On 4th December, 2006 this court delivered a substantive Ruling in the 7 Plaintiffs/Applicants’ application dated 31st July, 2008 in which I ordered the immediate release of the Plaintiffs’ timber by the Respondents.  The Respondents did not comply with the said order and, on 17th December, 2008, upon an application being made by the Plaintiffs, this court ordered and directed that summons do issue upon the 2nd Respondent to appear in court on 31st December, 2008 to explain why the orders had not been complied with and to show cause why he should not be punished for the disobedience thereof.

On 31st December, 2008 the matter was stood over by consent to 20th January, 2009 on the ground that the 2nd Respondent was out of the country.  An attempt by the Respondents to have the matter put off again on 20th January, 2009 was contested by the Plaintiffs/Applicants and the adjournment refused by the court, which found no reasonable ground to allow the same.  The Plaintiffs/Applicants’ prayer that a warrant of arrest do issue against the 2nd Defendant/Respondent was granted, with a further order that the matter be mentioned on 4th February, 2009.  The court also gave the Defendants/Respondents leave to apply for a variation in the event that the latter did comply with the orders.

At the mention on 4th February, 2009 counsel for the parties herein appeared before me wherein Mr. Kahiga, for the Plaintiffs, intimated to the court that he had information, supported by a letter dated 2nd February, 2009 shown to him and to the court, by counsel for the Defendants, to the effect that the 2nd Respondent was then willing to comply with the orders of 4th December, 2008.  Indeed, counsel then appearing for the Defendants, Mr. Kipkoech submitted before me as follows:

“I confirm the position as stated by my learned friend.  The Plaintiffs can collect their properties today, as per my instructions.”
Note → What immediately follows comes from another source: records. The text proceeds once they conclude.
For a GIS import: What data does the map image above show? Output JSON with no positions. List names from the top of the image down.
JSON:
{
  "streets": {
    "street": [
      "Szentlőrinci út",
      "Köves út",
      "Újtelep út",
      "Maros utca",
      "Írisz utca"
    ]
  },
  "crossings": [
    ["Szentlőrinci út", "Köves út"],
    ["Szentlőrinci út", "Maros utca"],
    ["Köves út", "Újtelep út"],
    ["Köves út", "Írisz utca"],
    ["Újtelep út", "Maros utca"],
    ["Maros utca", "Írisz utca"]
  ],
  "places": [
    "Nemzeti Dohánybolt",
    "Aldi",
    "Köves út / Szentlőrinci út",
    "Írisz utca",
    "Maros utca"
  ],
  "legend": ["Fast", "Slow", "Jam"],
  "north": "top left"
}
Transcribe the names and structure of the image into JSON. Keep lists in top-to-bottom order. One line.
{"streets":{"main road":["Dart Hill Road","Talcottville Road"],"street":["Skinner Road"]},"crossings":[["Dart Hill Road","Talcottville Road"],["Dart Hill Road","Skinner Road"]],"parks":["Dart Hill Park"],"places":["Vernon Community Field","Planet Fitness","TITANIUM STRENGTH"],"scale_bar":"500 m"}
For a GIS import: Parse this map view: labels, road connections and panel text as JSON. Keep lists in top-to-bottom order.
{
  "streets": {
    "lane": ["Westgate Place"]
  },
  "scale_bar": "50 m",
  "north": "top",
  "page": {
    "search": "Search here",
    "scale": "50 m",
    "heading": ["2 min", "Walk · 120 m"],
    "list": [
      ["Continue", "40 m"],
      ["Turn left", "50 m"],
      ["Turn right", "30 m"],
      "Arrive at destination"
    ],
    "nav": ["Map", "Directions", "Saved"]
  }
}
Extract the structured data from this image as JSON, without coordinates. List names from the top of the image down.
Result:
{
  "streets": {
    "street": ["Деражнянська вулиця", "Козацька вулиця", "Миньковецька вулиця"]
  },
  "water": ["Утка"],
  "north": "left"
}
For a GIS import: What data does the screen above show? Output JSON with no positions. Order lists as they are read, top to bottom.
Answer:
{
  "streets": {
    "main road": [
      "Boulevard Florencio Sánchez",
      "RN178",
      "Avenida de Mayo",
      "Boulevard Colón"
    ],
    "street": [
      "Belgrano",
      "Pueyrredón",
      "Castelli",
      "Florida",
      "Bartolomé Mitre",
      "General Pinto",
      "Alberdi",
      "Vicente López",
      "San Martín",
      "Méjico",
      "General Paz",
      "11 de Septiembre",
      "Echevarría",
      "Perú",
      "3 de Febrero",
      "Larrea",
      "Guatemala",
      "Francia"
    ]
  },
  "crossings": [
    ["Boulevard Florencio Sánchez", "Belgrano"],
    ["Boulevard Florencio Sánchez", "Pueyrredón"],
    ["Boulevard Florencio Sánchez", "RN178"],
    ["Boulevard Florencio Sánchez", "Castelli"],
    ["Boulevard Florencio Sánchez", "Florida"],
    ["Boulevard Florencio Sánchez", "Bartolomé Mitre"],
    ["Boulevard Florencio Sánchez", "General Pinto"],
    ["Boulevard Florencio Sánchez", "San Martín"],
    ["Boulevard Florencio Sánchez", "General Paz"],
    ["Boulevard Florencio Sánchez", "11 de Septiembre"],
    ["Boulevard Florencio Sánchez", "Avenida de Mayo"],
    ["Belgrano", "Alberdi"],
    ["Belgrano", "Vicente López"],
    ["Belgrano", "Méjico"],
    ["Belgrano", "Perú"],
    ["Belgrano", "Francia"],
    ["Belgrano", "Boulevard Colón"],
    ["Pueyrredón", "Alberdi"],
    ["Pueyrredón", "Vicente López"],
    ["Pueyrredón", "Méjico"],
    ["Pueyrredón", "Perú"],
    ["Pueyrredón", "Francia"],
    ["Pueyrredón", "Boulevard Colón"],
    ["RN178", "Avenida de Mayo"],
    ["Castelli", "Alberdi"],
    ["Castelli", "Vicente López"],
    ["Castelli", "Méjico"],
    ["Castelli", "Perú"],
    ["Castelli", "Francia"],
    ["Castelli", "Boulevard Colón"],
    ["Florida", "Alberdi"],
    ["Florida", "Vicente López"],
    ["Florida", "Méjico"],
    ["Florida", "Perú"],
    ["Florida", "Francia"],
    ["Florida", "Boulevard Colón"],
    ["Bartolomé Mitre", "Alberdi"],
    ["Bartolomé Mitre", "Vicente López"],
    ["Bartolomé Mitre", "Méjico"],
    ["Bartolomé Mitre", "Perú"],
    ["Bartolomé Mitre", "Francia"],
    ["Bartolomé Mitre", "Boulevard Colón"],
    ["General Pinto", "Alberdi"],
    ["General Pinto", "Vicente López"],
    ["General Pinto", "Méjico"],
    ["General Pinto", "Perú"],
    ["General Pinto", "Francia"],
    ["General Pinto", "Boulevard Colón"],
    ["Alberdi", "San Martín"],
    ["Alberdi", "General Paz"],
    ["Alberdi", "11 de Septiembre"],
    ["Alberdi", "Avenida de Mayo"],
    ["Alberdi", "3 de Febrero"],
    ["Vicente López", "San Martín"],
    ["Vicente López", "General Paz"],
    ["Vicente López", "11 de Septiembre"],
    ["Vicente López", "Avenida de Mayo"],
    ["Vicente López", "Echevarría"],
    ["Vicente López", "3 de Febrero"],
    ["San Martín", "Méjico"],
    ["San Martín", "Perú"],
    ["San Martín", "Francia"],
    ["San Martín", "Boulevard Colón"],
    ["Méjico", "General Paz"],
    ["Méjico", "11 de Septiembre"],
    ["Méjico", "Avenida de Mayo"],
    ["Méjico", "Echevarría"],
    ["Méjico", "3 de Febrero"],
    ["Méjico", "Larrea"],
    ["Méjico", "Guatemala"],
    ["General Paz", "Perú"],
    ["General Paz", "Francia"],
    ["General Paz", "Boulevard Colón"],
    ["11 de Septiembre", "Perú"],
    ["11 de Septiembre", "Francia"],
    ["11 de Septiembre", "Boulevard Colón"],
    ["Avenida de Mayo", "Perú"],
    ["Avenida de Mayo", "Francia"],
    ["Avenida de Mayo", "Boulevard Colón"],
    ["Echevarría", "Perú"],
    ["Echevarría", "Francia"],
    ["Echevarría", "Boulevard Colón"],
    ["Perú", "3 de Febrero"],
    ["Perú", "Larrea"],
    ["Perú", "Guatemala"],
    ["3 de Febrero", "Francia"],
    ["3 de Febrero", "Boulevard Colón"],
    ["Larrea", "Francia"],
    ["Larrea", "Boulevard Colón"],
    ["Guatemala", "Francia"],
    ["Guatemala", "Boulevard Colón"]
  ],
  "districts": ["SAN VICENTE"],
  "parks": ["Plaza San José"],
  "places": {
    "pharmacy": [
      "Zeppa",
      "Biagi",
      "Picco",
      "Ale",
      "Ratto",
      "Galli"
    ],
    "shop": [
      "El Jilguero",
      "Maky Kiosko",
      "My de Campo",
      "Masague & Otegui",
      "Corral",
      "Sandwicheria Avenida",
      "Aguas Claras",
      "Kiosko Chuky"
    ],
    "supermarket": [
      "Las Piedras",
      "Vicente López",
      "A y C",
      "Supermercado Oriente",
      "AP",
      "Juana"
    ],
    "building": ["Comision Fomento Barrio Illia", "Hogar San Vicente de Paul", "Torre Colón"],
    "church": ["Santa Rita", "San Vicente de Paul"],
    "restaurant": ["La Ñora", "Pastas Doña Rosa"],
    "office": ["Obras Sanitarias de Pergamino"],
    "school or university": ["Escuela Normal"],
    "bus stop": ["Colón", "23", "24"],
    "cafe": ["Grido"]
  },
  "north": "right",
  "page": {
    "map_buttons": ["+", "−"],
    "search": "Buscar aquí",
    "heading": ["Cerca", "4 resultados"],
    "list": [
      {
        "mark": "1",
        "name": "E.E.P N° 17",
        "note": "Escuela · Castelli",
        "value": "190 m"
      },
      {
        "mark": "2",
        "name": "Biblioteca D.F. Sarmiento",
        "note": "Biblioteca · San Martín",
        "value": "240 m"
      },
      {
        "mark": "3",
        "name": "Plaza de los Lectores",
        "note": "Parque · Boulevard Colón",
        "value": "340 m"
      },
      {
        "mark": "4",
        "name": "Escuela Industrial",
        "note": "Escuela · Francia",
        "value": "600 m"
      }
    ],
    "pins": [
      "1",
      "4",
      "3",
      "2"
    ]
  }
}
In view of the above, the warrant of arrest was suspended and the matter stood over to the 9th February, 2009 by consent.  On that date, counsel for the Plaintiffs submitted that the orders of 4th December, 2008 had only been complied with partly, and that the 4th Plaintiff’s timber had been forfeited, allegedly on the strength of an order issued at the subordinate court at Makadara in a case where a stranger to these proceedings had been charged.  I accepted counsel’s submission that a lower court’s order cannot override a Ruling of this court and ordered, yet again, the immediate release of the subject matter herein, specifically requiring due compliance by the close of business on 9th February, 2009 failing which the Director of the 2nd Defendant, Mr. David K. Mbugua would be arrested and jailed for contempt as earlier ordered.  At the same time, I recorded that the Defendants had lost audience before this court in view of their contempt.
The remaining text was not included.